だが当然、そこに参入し、定着するハードルは相当高い。それが平仮名や漢字、キリル文字、ギリシャ文字などのマイナー文字であれば、マイナー度合いに応じてハードルも下がるだろうが、アルファベット・数字などのメジャー文字である場合には、その難易度は跳ね上がる。
「RRR」というインド映画の射程は、英国諜報機関のアイコンであるJBをはるかに超えて、英語にまで達している。「Rise Roar Revolt」が英単語の組み合わせであって文字としてアルファベットを使用しているということは、現代社会に慣れた目からは一見して当然のようにも映るが、注目に値する。
どこまで長大な野心を抱けるか、そしてそれが何に対する革命かということを見逃すべきではない。この映画のスケールが、たんに大英帝国を打倒するということに収まると考えるのであれば、さすがに能天気なまでにお行儀が良すぎるだろう。
2022年11月現在、Googleで「RRR_意味」と検索すると、最初のページに以下が表示される。検索結果は約 4,230,000 件。
⇛RRR(Reserve Replacement Ratio)は、企業の業績を見る上での主要な指標のひとつである。
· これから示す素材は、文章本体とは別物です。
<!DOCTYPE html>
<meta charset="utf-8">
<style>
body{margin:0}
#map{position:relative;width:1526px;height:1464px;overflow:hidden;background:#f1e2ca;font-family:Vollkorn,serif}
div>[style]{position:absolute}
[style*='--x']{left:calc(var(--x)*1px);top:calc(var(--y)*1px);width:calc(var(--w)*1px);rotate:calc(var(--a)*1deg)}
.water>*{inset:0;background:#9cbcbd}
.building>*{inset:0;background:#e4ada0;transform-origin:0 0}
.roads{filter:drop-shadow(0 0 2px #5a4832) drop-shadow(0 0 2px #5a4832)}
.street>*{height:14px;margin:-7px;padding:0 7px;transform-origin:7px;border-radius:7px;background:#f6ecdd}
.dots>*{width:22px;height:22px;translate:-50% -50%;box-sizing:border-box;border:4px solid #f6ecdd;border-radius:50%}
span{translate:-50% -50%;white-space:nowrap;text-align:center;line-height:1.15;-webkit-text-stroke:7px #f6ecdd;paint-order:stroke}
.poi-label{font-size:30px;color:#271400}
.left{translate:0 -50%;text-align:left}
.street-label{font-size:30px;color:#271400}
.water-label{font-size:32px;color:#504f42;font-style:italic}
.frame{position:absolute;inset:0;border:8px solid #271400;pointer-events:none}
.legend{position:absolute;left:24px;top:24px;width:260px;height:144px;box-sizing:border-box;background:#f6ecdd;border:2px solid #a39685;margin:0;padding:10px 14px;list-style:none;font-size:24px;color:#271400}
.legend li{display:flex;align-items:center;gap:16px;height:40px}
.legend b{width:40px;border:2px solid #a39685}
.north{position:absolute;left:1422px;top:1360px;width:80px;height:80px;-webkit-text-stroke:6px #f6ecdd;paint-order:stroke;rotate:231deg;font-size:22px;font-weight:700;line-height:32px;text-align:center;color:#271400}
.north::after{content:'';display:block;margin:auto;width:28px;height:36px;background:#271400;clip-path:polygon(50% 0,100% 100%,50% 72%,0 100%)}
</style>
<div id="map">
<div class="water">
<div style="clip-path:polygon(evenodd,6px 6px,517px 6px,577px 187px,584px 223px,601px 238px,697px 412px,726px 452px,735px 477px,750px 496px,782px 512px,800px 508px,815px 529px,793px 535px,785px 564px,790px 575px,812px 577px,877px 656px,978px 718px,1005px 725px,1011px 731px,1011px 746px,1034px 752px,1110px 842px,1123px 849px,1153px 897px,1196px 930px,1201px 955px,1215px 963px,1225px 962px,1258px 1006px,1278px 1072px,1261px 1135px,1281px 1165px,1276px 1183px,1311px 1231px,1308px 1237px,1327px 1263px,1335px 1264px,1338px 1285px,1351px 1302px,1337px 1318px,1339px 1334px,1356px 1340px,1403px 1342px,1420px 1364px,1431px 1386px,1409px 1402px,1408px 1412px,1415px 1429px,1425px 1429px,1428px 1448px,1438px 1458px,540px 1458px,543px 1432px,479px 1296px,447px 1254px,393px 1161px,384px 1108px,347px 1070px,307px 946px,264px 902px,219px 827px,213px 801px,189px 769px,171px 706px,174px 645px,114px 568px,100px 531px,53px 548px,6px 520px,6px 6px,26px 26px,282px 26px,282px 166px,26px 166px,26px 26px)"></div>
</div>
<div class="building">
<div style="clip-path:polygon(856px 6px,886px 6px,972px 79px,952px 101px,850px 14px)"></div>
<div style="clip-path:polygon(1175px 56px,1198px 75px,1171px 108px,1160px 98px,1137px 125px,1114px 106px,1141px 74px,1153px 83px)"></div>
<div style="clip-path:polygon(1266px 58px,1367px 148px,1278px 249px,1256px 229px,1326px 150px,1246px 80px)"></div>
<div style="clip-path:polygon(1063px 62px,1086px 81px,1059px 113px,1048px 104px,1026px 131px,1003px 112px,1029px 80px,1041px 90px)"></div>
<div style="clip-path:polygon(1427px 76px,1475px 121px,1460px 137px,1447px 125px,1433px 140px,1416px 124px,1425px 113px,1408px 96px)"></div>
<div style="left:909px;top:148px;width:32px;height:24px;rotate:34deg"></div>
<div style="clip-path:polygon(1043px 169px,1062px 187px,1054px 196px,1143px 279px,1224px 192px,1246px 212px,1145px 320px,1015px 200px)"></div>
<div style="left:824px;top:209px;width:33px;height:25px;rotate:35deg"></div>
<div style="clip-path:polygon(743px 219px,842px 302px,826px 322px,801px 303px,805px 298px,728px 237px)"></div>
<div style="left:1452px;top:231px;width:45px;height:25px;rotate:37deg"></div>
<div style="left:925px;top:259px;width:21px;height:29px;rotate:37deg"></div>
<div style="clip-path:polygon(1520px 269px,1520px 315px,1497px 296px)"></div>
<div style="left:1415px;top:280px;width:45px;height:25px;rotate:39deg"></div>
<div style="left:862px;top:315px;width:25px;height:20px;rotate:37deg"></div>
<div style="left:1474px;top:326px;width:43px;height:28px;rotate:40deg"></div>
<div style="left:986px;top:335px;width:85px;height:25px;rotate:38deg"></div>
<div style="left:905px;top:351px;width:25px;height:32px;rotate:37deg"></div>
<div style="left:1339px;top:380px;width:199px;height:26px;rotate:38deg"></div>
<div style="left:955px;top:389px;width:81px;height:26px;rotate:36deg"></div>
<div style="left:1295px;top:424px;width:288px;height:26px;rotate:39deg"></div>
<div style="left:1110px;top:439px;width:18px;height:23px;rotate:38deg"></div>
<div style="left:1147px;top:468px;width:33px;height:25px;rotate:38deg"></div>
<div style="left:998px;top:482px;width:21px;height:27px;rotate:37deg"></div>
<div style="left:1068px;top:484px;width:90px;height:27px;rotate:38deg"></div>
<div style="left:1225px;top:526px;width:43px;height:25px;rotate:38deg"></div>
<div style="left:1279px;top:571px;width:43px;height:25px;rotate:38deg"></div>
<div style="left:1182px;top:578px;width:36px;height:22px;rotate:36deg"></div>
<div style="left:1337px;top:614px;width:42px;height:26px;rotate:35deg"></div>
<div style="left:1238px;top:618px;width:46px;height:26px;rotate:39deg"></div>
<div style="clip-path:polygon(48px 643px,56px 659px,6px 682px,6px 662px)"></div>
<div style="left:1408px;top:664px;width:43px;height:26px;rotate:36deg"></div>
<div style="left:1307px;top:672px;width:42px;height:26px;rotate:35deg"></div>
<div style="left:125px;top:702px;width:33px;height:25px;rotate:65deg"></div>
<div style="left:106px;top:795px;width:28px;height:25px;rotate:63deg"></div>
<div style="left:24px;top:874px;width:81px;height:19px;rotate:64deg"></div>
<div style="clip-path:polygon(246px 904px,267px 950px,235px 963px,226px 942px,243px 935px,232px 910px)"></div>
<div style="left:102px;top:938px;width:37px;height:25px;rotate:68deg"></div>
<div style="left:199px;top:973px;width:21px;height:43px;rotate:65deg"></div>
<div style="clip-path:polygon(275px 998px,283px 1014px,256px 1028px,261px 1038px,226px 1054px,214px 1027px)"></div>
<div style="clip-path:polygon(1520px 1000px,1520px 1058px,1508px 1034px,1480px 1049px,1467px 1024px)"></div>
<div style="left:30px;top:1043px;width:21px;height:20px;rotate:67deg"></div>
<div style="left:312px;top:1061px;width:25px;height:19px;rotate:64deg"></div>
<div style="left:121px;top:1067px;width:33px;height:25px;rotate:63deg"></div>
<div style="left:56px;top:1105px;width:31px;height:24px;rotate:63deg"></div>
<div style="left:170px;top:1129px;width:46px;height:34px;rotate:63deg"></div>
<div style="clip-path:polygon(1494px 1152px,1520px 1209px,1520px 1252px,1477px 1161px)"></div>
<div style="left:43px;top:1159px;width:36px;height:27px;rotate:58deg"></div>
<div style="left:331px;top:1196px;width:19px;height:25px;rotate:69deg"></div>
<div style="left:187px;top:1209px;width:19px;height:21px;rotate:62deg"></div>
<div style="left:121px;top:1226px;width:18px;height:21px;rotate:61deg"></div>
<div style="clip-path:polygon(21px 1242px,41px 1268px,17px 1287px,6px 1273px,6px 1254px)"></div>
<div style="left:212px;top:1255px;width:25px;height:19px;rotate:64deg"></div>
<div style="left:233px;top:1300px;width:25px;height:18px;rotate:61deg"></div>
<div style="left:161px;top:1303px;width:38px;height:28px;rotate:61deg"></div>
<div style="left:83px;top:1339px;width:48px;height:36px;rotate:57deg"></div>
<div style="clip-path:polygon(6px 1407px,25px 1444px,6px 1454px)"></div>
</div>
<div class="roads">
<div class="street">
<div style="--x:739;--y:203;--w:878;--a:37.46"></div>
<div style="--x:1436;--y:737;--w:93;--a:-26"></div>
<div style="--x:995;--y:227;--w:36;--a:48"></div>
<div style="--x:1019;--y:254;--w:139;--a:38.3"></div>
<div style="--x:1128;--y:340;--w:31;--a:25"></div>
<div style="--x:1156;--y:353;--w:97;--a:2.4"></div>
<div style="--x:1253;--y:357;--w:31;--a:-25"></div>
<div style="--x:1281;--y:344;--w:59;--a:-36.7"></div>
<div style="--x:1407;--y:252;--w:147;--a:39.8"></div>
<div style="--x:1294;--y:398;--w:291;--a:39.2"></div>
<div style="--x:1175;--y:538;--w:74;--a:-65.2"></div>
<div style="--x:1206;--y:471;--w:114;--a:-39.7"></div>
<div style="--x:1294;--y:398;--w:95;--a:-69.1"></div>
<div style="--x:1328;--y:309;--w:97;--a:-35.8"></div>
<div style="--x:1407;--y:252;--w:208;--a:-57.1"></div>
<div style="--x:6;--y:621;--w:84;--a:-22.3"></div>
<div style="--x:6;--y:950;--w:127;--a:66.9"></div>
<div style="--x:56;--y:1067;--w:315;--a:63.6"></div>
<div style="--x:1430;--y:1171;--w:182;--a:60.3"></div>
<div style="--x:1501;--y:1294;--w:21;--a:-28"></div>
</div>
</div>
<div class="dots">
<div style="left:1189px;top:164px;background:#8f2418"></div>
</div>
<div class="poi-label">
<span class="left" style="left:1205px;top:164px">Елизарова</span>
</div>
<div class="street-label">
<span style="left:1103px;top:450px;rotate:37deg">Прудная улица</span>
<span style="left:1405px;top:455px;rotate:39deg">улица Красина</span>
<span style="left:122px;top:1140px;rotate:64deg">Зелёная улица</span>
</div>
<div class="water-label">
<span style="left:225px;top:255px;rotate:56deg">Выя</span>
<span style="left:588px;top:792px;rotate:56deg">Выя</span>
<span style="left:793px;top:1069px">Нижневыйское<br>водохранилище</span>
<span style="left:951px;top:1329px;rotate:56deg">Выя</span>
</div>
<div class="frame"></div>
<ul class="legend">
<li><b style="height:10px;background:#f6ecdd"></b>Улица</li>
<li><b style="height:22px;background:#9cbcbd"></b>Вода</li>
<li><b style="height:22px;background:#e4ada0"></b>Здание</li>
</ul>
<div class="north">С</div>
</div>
辞書や検索ツールに表示されるものがすべてではないし、「意味」を付け足したことでアルゴリズムが適した結果を返しただけのことだと思われる。だがしばらくすれば「Rise Rore Revolt」が「RRR」の「意味」として表示されることになっていくかもしれない。
それにしても、Rというただ一文字のアルファベットの連なりが「力強く握り合う手と手」を強烈にイメージさせるのは、映像表現の威容(Majesty)でなくて何だろうか。
PPPという文字列を見て、「Point to Point Protocol」の略語だとその意味を思い起こすのとは、同じ一文字の略語でかたちが似ているのに反して、似ても似つかない。